Given records: Begin

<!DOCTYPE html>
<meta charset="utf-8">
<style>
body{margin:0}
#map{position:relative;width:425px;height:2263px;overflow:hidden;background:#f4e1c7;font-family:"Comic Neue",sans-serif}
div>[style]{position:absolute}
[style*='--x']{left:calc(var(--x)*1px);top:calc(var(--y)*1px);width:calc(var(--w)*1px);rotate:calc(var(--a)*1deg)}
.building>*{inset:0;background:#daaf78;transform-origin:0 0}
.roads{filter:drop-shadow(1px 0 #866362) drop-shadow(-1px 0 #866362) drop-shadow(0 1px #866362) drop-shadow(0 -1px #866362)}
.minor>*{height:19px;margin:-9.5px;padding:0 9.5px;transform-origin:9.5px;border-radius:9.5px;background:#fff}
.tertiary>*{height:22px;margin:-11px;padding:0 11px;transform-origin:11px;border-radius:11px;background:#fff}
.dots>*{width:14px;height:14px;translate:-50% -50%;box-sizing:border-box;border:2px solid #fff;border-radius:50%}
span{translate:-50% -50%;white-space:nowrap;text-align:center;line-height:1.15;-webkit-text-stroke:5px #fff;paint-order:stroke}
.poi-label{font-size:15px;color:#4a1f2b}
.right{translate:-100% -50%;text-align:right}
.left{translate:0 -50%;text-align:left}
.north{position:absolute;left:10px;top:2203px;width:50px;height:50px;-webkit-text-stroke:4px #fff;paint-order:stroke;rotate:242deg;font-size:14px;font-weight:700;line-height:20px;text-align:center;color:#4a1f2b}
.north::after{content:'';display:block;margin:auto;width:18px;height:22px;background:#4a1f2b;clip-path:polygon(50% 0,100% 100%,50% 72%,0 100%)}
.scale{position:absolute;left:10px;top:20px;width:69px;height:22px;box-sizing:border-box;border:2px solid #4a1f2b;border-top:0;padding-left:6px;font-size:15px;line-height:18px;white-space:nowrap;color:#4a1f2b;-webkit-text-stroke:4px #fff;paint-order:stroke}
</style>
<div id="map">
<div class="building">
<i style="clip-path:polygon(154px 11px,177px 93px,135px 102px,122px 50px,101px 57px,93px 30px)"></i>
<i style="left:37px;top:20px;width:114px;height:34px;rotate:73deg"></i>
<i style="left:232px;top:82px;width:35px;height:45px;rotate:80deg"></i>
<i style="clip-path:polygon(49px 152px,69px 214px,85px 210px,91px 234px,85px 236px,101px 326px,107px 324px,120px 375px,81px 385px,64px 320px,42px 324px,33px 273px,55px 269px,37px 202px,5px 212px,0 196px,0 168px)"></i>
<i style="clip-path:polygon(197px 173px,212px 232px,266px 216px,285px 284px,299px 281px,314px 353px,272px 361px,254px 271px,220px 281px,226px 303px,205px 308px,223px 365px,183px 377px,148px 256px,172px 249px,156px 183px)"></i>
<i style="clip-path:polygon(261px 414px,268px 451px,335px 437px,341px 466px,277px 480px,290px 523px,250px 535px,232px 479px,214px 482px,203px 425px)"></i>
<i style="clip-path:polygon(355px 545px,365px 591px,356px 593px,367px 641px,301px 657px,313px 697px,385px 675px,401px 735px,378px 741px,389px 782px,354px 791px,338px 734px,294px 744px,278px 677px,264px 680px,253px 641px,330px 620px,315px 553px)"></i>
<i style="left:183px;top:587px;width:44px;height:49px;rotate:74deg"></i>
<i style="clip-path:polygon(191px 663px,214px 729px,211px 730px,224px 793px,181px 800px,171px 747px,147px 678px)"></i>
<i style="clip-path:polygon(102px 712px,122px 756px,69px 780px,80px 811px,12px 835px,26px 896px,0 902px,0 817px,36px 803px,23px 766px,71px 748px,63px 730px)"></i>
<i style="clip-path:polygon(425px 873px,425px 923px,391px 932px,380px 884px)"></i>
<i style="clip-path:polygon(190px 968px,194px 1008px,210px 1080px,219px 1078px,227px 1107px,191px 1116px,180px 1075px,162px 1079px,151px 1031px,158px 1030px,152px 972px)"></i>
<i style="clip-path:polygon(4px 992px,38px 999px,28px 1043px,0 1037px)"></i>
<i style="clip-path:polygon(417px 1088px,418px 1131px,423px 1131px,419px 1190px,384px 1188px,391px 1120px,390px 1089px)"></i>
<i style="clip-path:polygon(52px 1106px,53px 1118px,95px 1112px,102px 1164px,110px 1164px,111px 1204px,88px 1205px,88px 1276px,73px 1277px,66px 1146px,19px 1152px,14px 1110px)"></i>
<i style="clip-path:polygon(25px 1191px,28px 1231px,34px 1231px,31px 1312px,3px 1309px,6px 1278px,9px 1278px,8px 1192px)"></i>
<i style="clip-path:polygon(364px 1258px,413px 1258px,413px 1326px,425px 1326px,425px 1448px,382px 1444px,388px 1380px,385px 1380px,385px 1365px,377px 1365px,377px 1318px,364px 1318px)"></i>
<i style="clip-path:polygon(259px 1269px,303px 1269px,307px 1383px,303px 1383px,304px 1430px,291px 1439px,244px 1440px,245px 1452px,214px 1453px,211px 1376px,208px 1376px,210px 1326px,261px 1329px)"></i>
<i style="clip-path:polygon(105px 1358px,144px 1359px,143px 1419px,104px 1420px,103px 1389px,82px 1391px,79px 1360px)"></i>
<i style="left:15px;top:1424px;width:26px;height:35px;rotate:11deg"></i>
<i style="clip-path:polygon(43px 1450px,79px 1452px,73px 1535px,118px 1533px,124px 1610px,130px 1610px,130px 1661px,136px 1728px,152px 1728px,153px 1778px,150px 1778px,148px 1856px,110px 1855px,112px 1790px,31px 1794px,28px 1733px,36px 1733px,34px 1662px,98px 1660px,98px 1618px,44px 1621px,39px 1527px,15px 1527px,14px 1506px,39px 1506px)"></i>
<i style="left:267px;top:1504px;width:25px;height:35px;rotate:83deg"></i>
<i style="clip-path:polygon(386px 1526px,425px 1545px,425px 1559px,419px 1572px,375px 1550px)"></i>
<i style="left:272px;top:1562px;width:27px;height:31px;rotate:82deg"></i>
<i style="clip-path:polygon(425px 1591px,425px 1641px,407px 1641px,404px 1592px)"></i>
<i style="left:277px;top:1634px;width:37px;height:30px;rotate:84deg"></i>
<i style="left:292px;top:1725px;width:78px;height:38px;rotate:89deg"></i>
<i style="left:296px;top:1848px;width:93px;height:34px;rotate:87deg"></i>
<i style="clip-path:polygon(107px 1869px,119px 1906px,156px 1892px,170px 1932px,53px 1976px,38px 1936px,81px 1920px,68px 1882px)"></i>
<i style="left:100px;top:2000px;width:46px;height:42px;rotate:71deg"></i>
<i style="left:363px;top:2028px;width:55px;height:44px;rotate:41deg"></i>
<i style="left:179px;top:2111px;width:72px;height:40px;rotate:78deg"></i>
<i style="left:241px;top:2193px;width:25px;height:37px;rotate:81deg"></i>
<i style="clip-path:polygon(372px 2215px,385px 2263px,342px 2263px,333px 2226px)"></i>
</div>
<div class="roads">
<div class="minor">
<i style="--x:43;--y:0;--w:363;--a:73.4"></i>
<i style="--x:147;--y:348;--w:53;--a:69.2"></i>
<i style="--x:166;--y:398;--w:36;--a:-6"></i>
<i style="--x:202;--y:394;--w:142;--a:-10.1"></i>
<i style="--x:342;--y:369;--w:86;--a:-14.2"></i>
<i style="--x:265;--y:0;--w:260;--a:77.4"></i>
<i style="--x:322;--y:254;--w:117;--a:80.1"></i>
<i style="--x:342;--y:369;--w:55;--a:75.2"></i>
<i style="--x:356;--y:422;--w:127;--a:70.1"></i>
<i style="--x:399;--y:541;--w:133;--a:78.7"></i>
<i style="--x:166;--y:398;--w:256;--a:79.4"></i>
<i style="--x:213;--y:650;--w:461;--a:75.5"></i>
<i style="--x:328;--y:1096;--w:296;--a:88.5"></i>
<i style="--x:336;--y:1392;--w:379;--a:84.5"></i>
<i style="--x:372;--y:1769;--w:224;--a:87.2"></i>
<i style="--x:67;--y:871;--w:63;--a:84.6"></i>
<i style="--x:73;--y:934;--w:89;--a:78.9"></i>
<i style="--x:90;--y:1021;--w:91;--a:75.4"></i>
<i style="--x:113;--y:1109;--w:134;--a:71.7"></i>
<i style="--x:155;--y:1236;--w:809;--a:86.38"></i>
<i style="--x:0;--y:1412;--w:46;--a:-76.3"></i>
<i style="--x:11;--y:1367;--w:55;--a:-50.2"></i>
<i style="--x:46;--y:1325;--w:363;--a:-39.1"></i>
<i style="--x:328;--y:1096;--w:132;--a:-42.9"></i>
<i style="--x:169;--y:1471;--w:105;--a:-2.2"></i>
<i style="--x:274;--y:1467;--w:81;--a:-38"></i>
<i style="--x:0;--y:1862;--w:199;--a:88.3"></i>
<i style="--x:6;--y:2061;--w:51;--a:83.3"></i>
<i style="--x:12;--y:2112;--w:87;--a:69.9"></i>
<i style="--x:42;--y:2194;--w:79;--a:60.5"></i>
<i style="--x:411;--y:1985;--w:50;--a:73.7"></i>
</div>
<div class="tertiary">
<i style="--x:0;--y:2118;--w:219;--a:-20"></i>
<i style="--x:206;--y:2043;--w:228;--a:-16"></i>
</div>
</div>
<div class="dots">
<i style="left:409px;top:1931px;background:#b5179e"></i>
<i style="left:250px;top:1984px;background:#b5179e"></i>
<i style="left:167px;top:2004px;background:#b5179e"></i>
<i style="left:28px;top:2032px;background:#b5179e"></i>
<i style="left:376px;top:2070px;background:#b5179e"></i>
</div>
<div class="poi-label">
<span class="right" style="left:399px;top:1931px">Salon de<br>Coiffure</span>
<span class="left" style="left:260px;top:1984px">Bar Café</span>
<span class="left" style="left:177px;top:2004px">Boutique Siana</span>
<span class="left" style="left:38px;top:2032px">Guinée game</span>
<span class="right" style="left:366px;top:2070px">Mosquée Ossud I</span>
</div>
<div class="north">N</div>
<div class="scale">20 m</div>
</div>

Given records: End

Exercise objective – Repeat only what lies between the first line of the data and the line containing "0 #866362) drop-shadow(-1px", both of those lines included, exactly as it stands.

Task solution –
<!DOCTYPE html>
<meta charset="utf-8">
<style>
body{margin:0}
#map{position:relative;width:425px;height:2263px;overflow:hidden;background:#f4e1c7;font-family:"Comic Neue",sans-serif}
div>[style]{position:absolute}
[style*='--x']{left:calc(var(--x)*1px);top:calc(var(--y)*1px);width:calc(var(--w)*1px);rotate:calc(var(--a)*1deg)}
.building>*{inset:0;background:#daaf78;transform-origin:0 0}
.roads{filter:drop-shadow(1px 0 #866362) drop-shadow(-1px 0 #866362) drop-shadow(0 1px #866362) drop-shadow(0 -1px #866362)}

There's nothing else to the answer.